Background Functional disruptions by large germline genomic structural variants in susceptible genes are known risks for cancer. Few studies have used deletion structural variants (DSVs) to predict cancer risk with neural networks or studied the relationship between DSVs and immune gene expression to stratify prognosis.
Methods Whole-genome sequencing (WGS) data was analyzed with the blood samples of 192 cancer and 499 noncancer subjects with or without family cancer history (FCH). Ninety-nine colorectal cancer (CRC) patients had immune response gene expression data. To build the cancer risk predictive model and identify DSVs in familial cancer, we used joint calling tools and attention-weighted model. The survival support vector machine (survival-SVM) was used to select prognostic DSVs.

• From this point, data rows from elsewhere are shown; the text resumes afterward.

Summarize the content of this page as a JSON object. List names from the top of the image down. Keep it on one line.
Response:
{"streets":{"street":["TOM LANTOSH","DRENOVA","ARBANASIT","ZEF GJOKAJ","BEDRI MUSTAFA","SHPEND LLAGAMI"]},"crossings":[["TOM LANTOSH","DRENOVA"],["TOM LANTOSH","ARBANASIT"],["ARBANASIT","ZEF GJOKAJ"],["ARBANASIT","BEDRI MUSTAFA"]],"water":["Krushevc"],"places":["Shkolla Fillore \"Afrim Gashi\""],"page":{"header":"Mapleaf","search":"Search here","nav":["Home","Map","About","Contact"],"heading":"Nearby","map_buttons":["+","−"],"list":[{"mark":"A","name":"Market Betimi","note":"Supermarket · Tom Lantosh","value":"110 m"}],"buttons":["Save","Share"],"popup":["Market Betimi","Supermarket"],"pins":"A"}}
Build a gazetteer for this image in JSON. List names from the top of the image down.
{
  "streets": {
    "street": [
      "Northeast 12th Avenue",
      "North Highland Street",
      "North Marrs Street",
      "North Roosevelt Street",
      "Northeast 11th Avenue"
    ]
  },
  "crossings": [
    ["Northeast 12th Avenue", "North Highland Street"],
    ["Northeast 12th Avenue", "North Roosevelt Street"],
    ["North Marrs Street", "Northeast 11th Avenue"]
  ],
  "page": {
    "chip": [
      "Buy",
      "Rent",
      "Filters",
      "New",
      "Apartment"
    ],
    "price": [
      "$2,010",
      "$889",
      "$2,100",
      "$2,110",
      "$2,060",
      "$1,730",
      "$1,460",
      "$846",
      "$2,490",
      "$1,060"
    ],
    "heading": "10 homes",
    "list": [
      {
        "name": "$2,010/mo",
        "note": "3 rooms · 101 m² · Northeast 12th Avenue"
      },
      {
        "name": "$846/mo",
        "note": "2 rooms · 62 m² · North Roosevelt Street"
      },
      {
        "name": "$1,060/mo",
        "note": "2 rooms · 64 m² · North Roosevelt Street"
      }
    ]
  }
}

Results We identified 671 DSVs that could predict cancer risk. The area under the curve (AUC) of receiver operating characteristic curve (ROC) of attention-weighted model was 0.71. The 3 most frequent DSV genes observed in cancer patients were identified as ADCY9, AURKAPS1, and RAB3GAP2 (p < 0.05). We identified 65 immune-associated DSV markers for assessing cancer prognosis (P < 0.05). The functional protein of MUC4 DSV gene interacted with MAGE1expresssion, according to the STRING database. The causal inference model showed that deleting the CEP72 DSV gene could affect the recurrence-free survival (RFS) of IFIT1 expression.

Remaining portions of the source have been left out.